Two in five UK adults would consider voting for the Green Party

by LLB political Reporter
25th Oct 21 10:26 am

New polling by Savanta ComRes ahead of the Green Party Conference shows two in five (39%) UK adults saying they would consider voting for the Green Party if they were standing in an election where they lived, irrespective of how they normally vote.

This is lower than the proportion who say the same for the Conservatives (44%) and Labour (48%), but significantly higher than those who said the same for the Liberal Democrats (32%).

The proportion who would consider voting for the Green Party includes half of both 2019 Labour voters (49%) and those aged 18-34 (50%).
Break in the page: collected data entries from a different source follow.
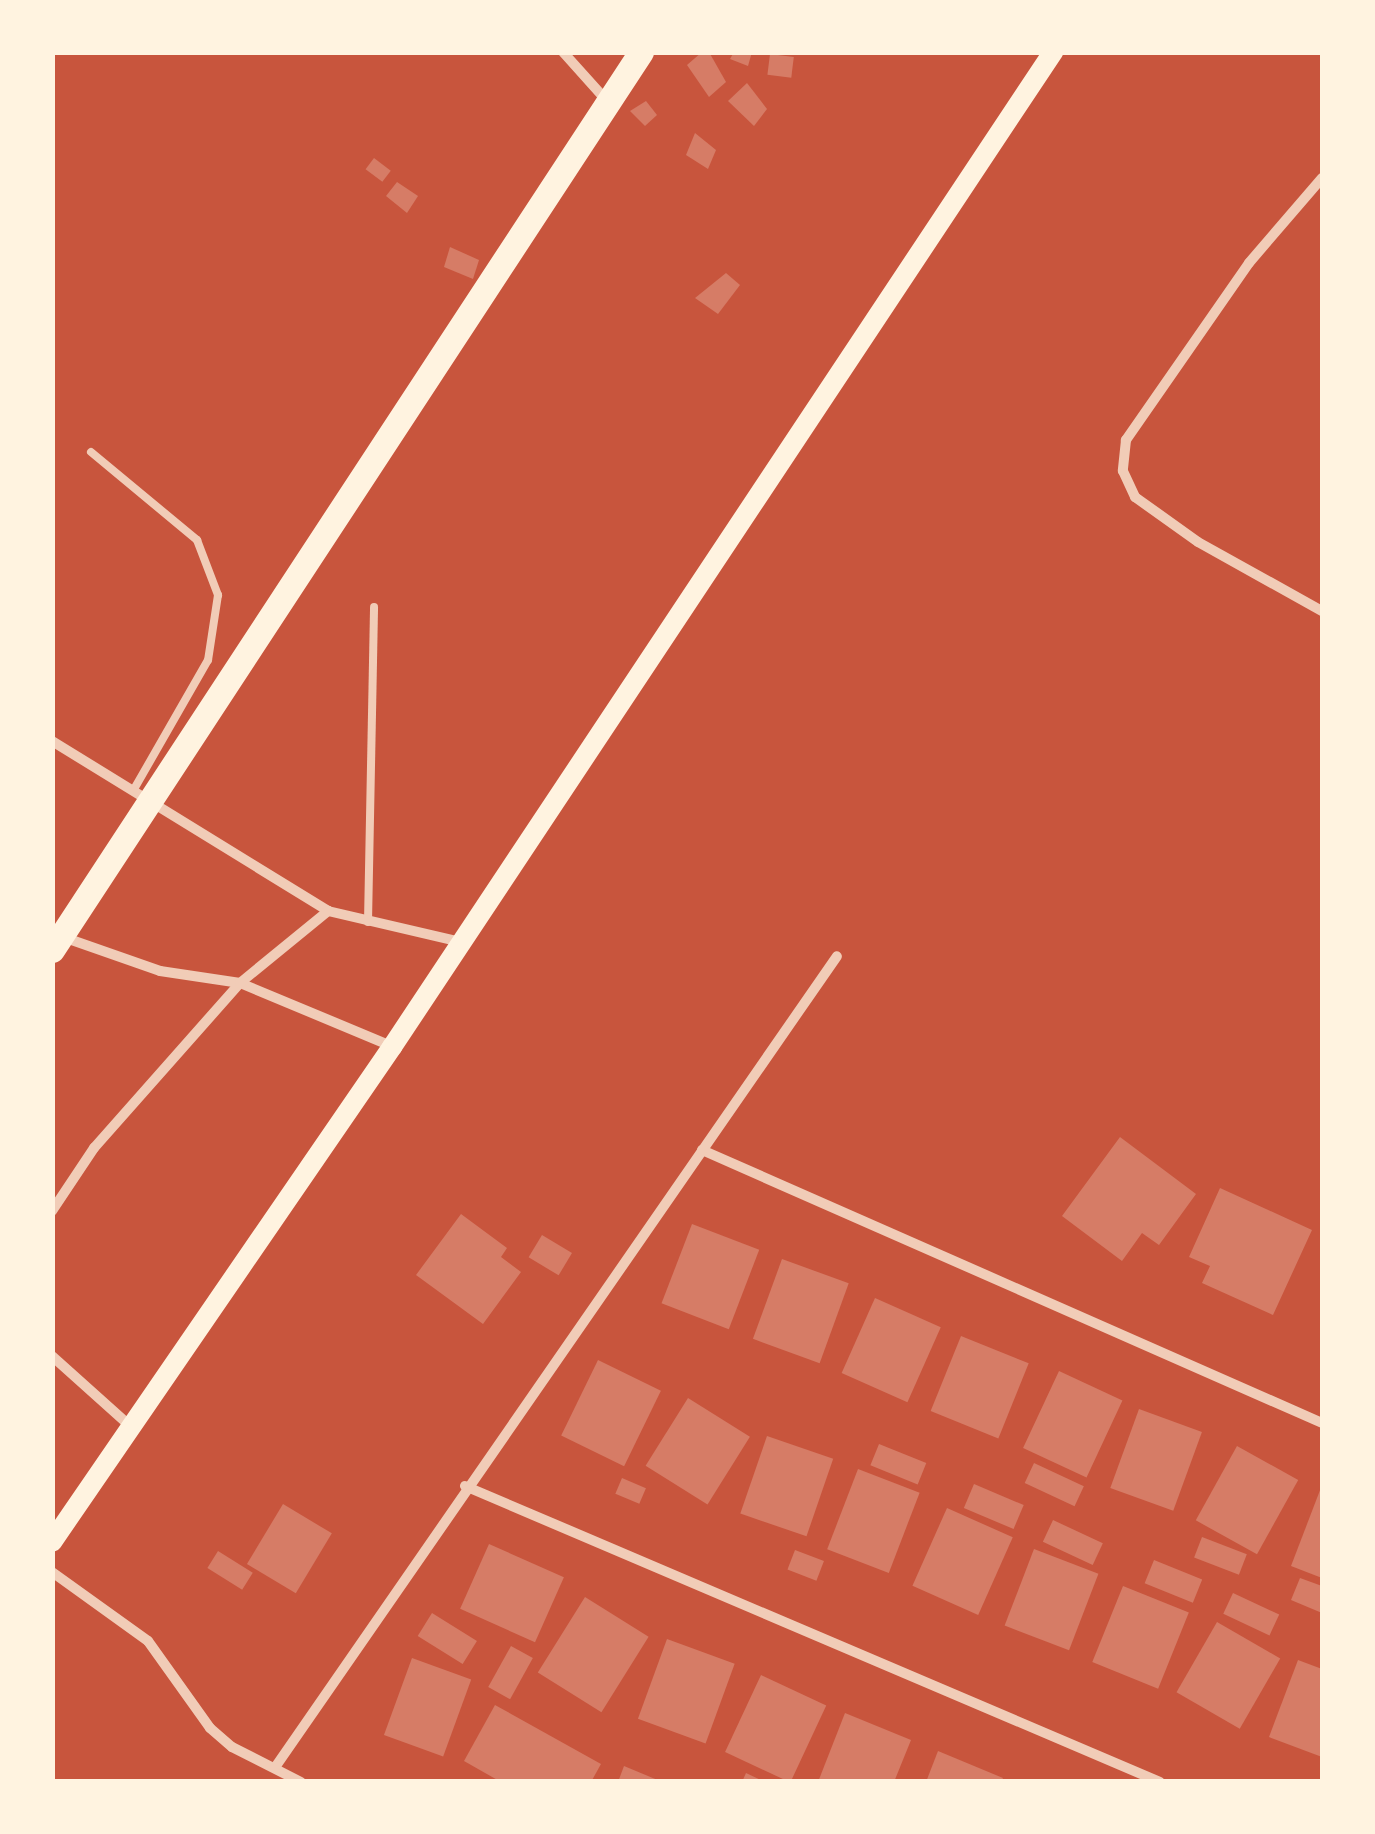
<!DOCTYPE html>
<style>
body{margin:0}
#map{position:relative;width:1375px;height:1834px;overflow:hidden;background:#c8553d;font-family:"Noto Serif",serif}
div>[style]{position:absolute}
.building>*{inset:0;background:#d67c66;transform-origin:0 0}
.service>*{height:8px;margin:-4px;padding:0 4px;transform-origin:4px;border-radius:4px;background:#f1ccb7}
.minor>*{height:10px;margin:-5px;padding:0 5px;transform-origin:5px;border-radius:5px;background:#f1ccb7}
.secondary>*{height:20px;margin:-10px;padding:0 10px;transform-origin:10px;border-radius:10px;background:#fff3e0}
.primary>*{height:25px;margin:-12.5px;padding:0 12.5px;transform-origin:12.5px;border-radius:12.5px;background:#fff3e0}
span{translate:-50% -50%;white-space:nowrap;text-align:center;line-height:1.15;-webkit-text-stroke:8px #fff3e0;paint-order:stroke}
.frame{position:absolute;inset:0;border:55px solid #fff3e0;pointer-events:none}
</style>
<div id="map">
<div class="building">
<i style="clip-path:polygon(702px 52px,709px 52px,726px 82px,709px 97px,687px 65px)"></i>
<i style="clip-path:polygon(734px 52px,752px 52px,748px 66px,730px 59px)"></i>
<i style="left:770px;top:54px;width:24px;height:21px;rotate:7deg"></i>
<i style="clip-path:polygon(747px 83px,767px 109px,754px 126px,728px 101px)"></i>
<i style="clip-path:polygon(646px 101px,657px 115px,645px 126px,630px 111px)"></i>
<i style="clip-path:polygon(695px 133px,716px 150px,708px 169px,686px 155px)"></i>
<i style="left:374px;top:158px;width:21px;height:14px;rotate:37deg"></i>
<i style="clip-path:polygon(397px 182px,418px 196px,407px 213px,386px 196px)"></i>
<i style="clip-path:polygon(450px 247px,479px 260px,473px 279px,444px 267px)"></i>
<i style="clip-path:polygon(726px 273px,740px 285px,718px 314px,695px 298px)"></i>
<i style="clip-path:polygon(1120px 1137px,1196px 1194px,1159px 1245px,1142px 1233px,1122px 1261px,1062px 1216px)"></i>
<i style="clip-path:polygon(1220px 1188px,1312px 1230px,1273px 1315px,1202px 1283px,1210px 1266px,1189px 1257px)"></i>
<i style="clip-path:polygon(461px 1214px,507px 1248px,501px 1257px,521px 1272px,483px 1324px,416px 1275px)"></i>
<i style="left:692px;top:1224px;width:72px;height:85px;rotate:21deg"></i>
<i style="left:542px;top:1235px;width:35px;height:26px;rotate:31deg"></i>
<i style="left:782px;top:1259px;width:71px;height:85px;rotate:20deg"></i>
<i style="left:875px;top:1298px;width:72px;height:82px;rotate:24deg"></i>
<i style="left:961px;top:1336px;width:73px;height:81px;rotate:22deg"></i>
<i style="left:598px;top:1360px;width:70px;height:84px;rotate:26deg"></i>
<i style="left:1059px;top:1371px;width:70px;height:85px;rotate:25deg"></i>
<i style="left:688px;top:1398px;width:73px;height:80px;rotate:32deg"></i>
<i style="left:1139px;top:1409px;width:67px;height:84px;rotate:20deg"></i>
<i style="left:767px;top:1436px;width:70px;height:82px;rotate:19deg"></i>
<i style="left:879px;top:1444px;width:51px;height:23px;rotate:22deg"></i>
<i style="left:1237px;top:1446px;width:70px;height:85px;rotate:29deg"></i>
<i style="left:1034px;top:1463px;width:55px;height:22px;rotate:25deg"></i>
<i style="left:858px;top:1469px;width:66px;height:86px;rotate:21deg"></i>
<i style="left:622px;top:1478px;width:26px;height:17px;rotate:23deg"></i>
<i style="left:974px;top:1484px;width:54px;height:26px;rotate:23deg"></i>
<i style="clip-path:polygon(1322px 1485px,1322px 1578px,1291px 1566px)"></i>
<i style="left:283px;top:1504px;width:57px;height:70px;rotate:31deg"></i>
<i style="left:947px;top:1508px;width:72px;height:85px;rotate:24deg"></i>
<i style="left:1053px;top:1520px;width:55px;height:24px;rotate:25deg"></i>
<i style="left:1202px;top:1537px;width:48px;height:22px;rotate:21deg"></i>
<i style="left:489px;top:1544px;width:82px;height:71px;rotate:24deg"></i>
<i style="left:1034px;top:1549px;width:69px;height:82px;rotate:21deg"></i>
<i style="left:795px;top:1550px;width:31px;height:21px;rotate:21deg"></i>
<i style="left:218px;top:1551px;width:41px;height:20px;rotate:32deg"></i>
<i style="left:1154px;top:1560px;width:52px;height:25px;rotate:22deg"></i>
<i style="clip-path:polygon(1300px 1578px,1322px 1586px,1322px 1613px,1291px 1600px)"></i>
<i style="left:1123px;top:1586px;width:71px;height:82px;rotate:22deg"></i>
<i style="left:1233px;top:1593px;width:51px;height:23px;rotate:25deg"></i>
<i style="left:585px;top:1597px;width:75px;height:89px;rotate:32deg"></i>
<i style="left:432px;top:1613px;width:53px;height:27px;rotate:32deg"></i>
<i style="left:1217px;top:1622px;width:73px;height:81px;rotate:30deg"></i>
<i style="left:667px;top:1639px;width:72px;height:85px;rotate:20deg"></i>
<i style="left:511px;top:1646px;width:25px;height:47px;rotate:29deg"></i>
<i style="left:412px;top:1658px;width:63px;height:82px;rotate:20deg"></i>
<i style="clip-path:polygon(1298px 1660px,1322px 1669px,1322px 1757px,1269px 1737px)"></i>
<i style="left:761px;top:1675px;width:72px;height:85px;rotate:25deg"></i>
<i style="clip-path:polygon(495px 1705px,601px 1764px,591px 1782px,501px 1782px,464px 1761px)"></i>
<i style="clip-path:polygon(845px 1713px,911px 1740px,894px 1782px,818px 1782px)"></i>
<i style="clip-path:polygon(938px 1751px,1003px 1778px,1001px 1782px,926px 1782px)"></i>
<i style="clip-path:polygon(624px 1766px,660px 1781px,660px 1782px,618px 1782px)"></i>
<i style="clip-path:polygon(746px 1773px,765px 1782px,742px 1782px)"></i>
</div>
<div class="service">
<i style="left:91px;top:452px;width:138px;rotate:39.7deg"></i>
<i style="left:197px;top:540px;width:59px;rotate:69.1deg"></i>
<i style="left:218px;top:595px;width:66px;rotate:98.7deg"></i>
<i style="left:208px;top:660px;width:151px;rotate:119.8deg"></i>
<i style="left:368px;top:922px;width:315px;rotate:-88.9deg"></i>
</div>
<div class="minor">
<i style="left:563px;top:52px;width:66px;rotate:48.1deg"></i>
<i style="left:1322px;top:178px;width:112px;rotate:130.7deg"></i>
<i style="left:1249px;top:263px;width:216px;rotate:124.8deg"></i>
<i style="left:1126px;top:440px;width:31px;rotate:96deg"></i>
<i style="left:1123px;top:471px;width:29px;rotate:65deg"></i>
<i style="left:1135px;top:497px;width:77px;rotate:35.5deg"></i>
<i style="left:1198px;top:542px;width:142px;rotate:29.1deg"></i>
<i style="left:52px;top:741px;width:324px;rotate:31.6deg"></i>
<i style="left:328px;top:911px;width:137px;rotate:13.1deg"></i>
<i style="left:63px;top:937px;width:103px;rotate:19.3deg"></i>
<i style="left:160px;top:971px;width:81px;rotate:8.5deg"></i>
<i style="left:240px;top:983px;width:164px;rotate:22.6deg"></i>
<i style="left:702px;top:1150px;width:677px;rotate:23.76deg"></i>
<i style="left:52px;top:1211px;width:76px;rotate:-56.3deg"></i>
<i style="left:94px;top:1148px;width:220px;rotate:-48.5deg"></i>
<i style="left:240px;top:983px;width:114px;rotate:-39.3deg"></i>
<i style="left:52px;top:1356px;width:106px;rotate:41.9deg"></i>
<i style="left:465px;top:1486px;width:755px;rotate:23.07deg"></i>
<i style="left:52px;top:1572px;width:118px;rotate:35.7deg"></i>
<i style="left:148px;top:1641px;width:107px;rotate:54.5deg"></i>
<i style="left:210px;top:1728px;width:29px;rotate:41deg"></i>
<i style="left:232px;top:1747px;width:77px;rotate:26.9deg"></i>
<i style="left:276px;top:1766px;width:985px;rotate:-55.29deg"></i>
</div>
<div class="secondary">
<i style="left:52px;top:1542px;width:601px;rotate:-55.52deg"></i>
<i style="left:392px;top:1047px;width:1195px;rotate:-56.4deg"></i>
</div>
<div class="primary">
<i style="left:52px;top:950px;width:1074px;rotate:-56.74deg"></i>
</div>
<div class="frame"></div>
</div>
A quarter of 2019 Conservative voters (26%) also say they would consider it.

However, with our Westminster Voting Intention polling consistently showing the Greens on between 4-6% of the vote share, and with just one MP in the Commons, this consideration is not pulling through when it comes to actual voting.

Among those who would not consider voting for the Green Party, three in ten said that it was because they were unlikely to win in that area (28%). This proportion rises to a third amongst 2019 Labour voters (33%).
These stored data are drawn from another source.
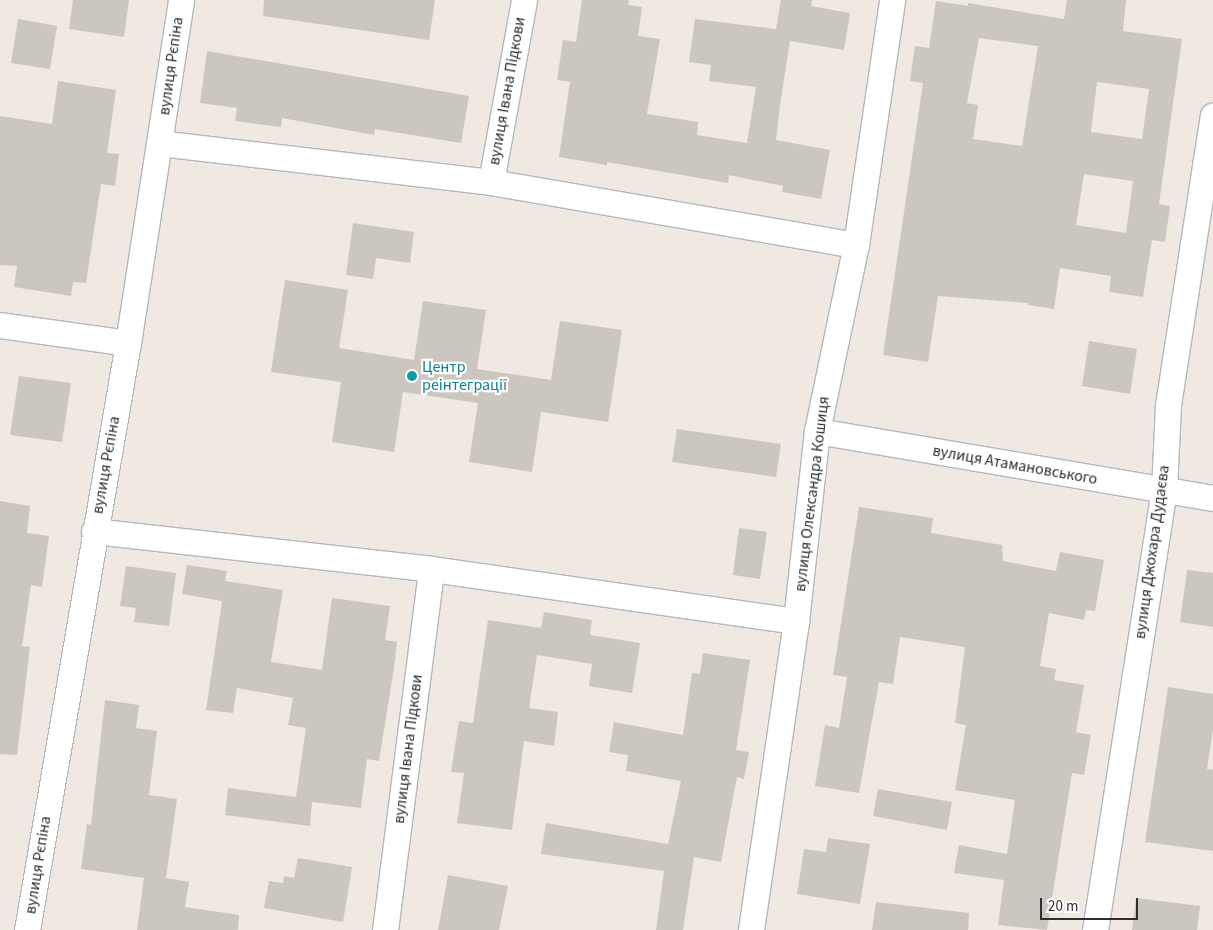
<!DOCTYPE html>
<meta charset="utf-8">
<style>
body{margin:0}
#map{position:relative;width:1213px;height:930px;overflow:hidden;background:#efe9e1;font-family:"Source Sans 3",sans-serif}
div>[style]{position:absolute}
.building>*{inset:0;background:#cbc7bf}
.roads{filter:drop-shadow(1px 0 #b4b7c1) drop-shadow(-1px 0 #b4b7c1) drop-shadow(0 1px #b4b7c1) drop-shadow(0 -1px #b4b7c1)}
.street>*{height:25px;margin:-12.5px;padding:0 12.5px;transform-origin:12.5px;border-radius:12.5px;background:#fff}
.dots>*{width:14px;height:14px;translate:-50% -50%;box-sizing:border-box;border:2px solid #fff;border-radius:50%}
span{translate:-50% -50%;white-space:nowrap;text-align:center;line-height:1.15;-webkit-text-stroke:4.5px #fff;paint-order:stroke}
.street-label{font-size:16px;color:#2e2e2e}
.culture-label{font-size:16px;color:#0d838f}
.left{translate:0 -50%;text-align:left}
.scale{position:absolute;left:1040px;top:898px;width:98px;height:22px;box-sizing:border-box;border:2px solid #2e2e2e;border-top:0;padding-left:6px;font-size:15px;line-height:18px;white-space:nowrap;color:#2e2e2e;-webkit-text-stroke:4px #fff;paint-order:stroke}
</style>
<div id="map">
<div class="building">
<i style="clip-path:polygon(73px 0,129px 0,124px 37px,69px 29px)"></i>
<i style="clip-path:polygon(264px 0,435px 0,429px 40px,263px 16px)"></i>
<i style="clip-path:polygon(582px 0,629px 0,628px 5px,642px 7px,638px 36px,660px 39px,647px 114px,698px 122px,697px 135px,747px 143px,756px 87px,709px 81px,711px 65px,689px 62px,695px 19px,776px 29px,781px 0,812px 0,811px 6px,850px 13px,844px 50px,790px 41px,780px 105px,776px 140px,830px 150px,821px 199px,782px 192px,783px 186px,729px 175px,728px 183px,607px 162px,607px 165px,559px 157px,570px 82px,557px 80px,563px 40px,576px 42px)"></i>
<i style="clip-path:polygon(evenodd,1067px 0,1126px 0,1123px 31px,1182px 39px,1159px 204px,1170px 206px,1165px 242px,1152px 240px,1143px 297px,1109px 292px,1111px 276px,1060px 268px,1054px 309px,1028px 305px,1028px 303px,938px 296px,928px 362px,883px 355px,923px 83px,910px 81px,915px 46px,929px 48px,936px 1px,968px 6px,968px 3px,1064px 19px,1067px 0,979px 38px,1038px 46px,1022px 146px,973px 139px,978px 105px,967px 103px,979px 38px,1067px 0,1097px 82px,1149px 89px,1142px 139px,1091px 132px,1097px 82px,1067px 0,1084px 174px,1133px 181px,1126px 233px,1076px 225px,1084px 174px)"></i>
<i style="clip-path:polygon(18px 19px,57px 26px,50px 69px,11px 63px)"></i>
<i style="clip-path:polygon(207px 51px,469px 96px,461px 143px,375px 129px,374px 135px,282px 118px,281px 127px,235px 121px,237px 108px,200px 103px)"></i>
<i style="clip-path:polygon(58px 81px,116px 90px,107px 153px,119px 154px,115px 186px,101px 184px,86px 283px,73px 282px,71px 296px,14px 287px,17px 266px,0 265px,0 116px,52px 124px)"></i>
<i style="clip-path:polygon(353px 223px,414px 232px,410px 263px,376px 258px,373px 279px,346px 275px)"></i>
<i style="clip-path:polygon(285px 280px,348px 290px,339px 348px,414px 360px,423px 301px,486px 310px,477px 369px,551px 380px,560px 321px,622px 330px,608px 422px,541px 412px,532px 472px,469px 462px,478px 403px,403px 392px,394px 452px,332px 442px,341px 382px,271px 372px)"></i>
<i style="clip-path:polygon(1089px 341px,1137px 349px,1130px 394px,1082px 386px)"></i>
<i style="clip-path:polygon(19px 376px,71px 383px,62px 442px,10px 435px)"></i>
<i style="clip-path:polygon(677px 429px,781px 444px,776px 477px,672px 462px)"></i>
<i style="clip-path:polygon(0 501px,30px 506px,27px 533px,49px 536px,42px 587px,31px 585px,22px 646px,30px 647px,17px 755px,0 754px)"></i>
<i style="clip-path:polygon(859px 507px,933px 518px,931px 533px,1002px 545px,1003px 561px,1056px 571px,1060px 552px,1104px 560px,1095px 611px,1086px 610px,1084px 620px,1049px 613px,1040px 666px,1056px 669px,1054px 680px,1084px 685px,1076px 732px,1091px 735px,1084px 775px,1072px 773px,1047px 930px,998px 925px,1004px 880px,954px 873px,959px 845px,1007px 854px,1015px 800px,955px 790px,966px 725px,955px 723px,965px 647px,900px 637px,893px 684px,879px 682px,859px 793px,815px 786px,825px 725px,839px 728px,847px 677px,833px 675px)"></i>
<i style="clip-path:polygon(739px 528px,767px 532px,760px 579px,733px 575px)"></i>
<i style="clip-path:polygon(187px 565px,227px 571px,225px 581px,283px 590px,271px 662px,322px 670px,332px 598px,390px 606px,385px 640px,397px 642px,394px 668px,379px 761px,367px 759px,361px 808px,312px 802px,310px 826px,225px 815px,228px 788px,296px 797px,306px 728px,288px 725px,293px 698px,237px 688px,233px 713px,206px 710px,224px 588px,222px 601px,182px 594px)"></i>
<i style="clip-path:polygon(126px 566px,176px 573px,169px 626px,134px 622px,136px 608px,120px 606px)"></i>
<i style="clip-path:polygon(1187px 570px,1213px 573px,1213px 627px,1180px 622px)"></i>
<i style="clip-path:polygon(544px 612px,592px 620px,590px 635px,640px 643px,632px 693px,589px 686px,592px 664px,537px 655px,529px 708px,558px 712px,554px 746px,524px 741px,512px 830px,457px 823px,464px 773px,451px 772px,459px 721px,473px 723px,488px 620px,541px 628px)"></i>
<i style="clip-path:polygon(703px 653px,750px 660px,736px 750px,749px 752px,744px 779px,737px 777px,721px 862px,694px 857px,683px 930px,656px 930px,664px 871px,541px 854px,546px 823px,668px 844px,681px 781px,626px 771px,628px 755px,609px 752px,614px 722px,683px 735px,692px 673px,700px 674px)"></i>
<i style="clip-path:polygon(1168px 687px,1213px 694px,1213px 730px,1207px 769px,1213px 770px,1213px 851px,1145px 842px)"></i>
<i style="clip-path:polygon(105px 700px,139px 705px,136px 728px,157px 731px,149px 795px,177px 799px,166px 878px,189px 882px,185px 907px,239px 915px,238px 930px,137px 930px,144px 878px,81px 869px,87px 824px,91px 825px)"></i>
<i style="clip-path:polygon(878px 789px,952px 802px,947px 830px,873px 816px)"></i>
<i style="clip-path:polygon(828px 838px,870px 844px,860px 904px,797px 894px,804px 849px,826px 852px)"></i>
<i style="clip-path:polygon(298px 858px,352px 867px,343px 922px,264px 908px,269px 881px,283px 883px,284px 876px,294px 878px)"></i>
<i style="clip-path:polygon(448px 875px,508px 886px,499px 930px,438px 930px)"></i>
<i style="clip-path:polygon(1136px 898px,1200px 906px,1197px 930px,1132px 930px)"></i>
<i style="clip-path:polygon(876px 902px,969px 913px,968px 930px,872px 930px)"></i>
</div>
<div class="roads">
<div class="street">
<i style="left:160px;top:143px;width:333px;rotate:6.7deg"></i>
<i style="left:491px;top:182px;width:370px;rotate:9.8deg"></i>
<i style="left:491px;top:182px;width:185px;rotate:-79.7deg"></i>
<i style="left:0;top:325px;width:129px;rotate:8deg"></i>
<i style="left:817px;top:431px;width:402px;rotate:9.6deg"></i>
<i style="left:94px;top:531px;width:339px;rotate:6.4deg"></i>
<i style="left:431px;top:569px;width:369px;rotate:8.1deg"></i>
<i style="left:27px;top:930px;width:596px;rotate:-80.24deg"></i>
<i style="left:128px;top:343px;width:347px;rotate:-81.2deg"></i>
<i style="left:385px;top:930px;width:364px;rotate:-82.7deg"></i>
<i style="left:751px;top:930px;width:312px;rotate:-81.7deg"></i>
<i style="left:796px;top:621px;width:191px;rotate:-83.7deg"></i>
<i style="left:817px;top:431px;width:190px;rotate:-78.2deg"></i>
<i style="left:856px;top:245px;width:248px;rotate:-81.6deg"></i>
<i style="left:1095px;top:930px;width:445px;rotate:-81.1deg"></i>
<i style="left:1164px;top:490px;width:85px;rotate:-87.3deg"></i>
<i style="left:1168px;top:405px;width:293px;rotate:-81.2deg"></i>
</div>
</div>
<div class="dots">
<i style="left:412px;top:376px;background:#0f9aa8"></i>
</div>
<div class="street-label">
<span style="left:171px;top:66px;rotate:-82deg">вулиця Рєпіна</span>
<span style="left:507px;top:91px;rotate:-80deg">вулиця Івана Підкови</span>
<span style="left:106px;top:465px;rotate:-80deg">вулиця Рєпіна</span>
<span style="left:1015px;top:465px;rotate:10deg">вулиця Атамановського</span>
<span style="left:812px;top:494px;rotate:-83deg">вулиця Олександра Кошиця</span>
<span style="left:1152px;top:552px;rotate:-82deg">вулиця Джохара Дудаєва</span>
<span style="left:408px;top:749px;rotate:-83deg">вулиця Івана Підкови</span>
<span style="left:38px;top:865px;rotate:-81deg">вулиця Рєпіна</span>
</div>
<div class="culture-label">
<span class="left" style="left:422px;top:376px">Центр<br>реінтеграції</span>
</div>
<div class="scale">20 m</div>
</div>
A quarter said that it is because they are loyal to another party (25%), rising to 27% of among Conservative voters and over a third of Labour voters (35%).

Comparatively, just one in five said they would not vote for the Green Party because they disagreed with their green policies (20%), falling to just one in eight among Labour voters (12%) and those aged 18-34 (12%).

A quarter of those aged 18-34 who said they would not consider voting Green said so on account of not knowing anything about them (26%), indicating increased visibility may be a potential route to picking up younger voters.

UK adults are split on whether the Green Party’s main focus should be on bringing about change by getting elected to positions of power (34%), or by pressuring other parties more likely to get elected (35%).

Labour voters are the most likely to say that the Green’s focus should be on pressuring other parties (43%).

Chris Hopkins, Political Research Director at Savanta ComRes said, “With both Labour and the Liberal Democrats appearing stagnant in their challenge to the Conservatives, and with the ever-present topic of climate change and the environment dominating the news agenda ahead of COP26, many feel that the foundations are prime for the Green Party to gain traction.

And, despite the Green’s hovering around the 5-6% mark in our Westminster Voting Intention, this new polling suggests that it might not take much for voters, particularly younger ones and those perhaps disaffected by Labour’s own green credentials, to make the switch.”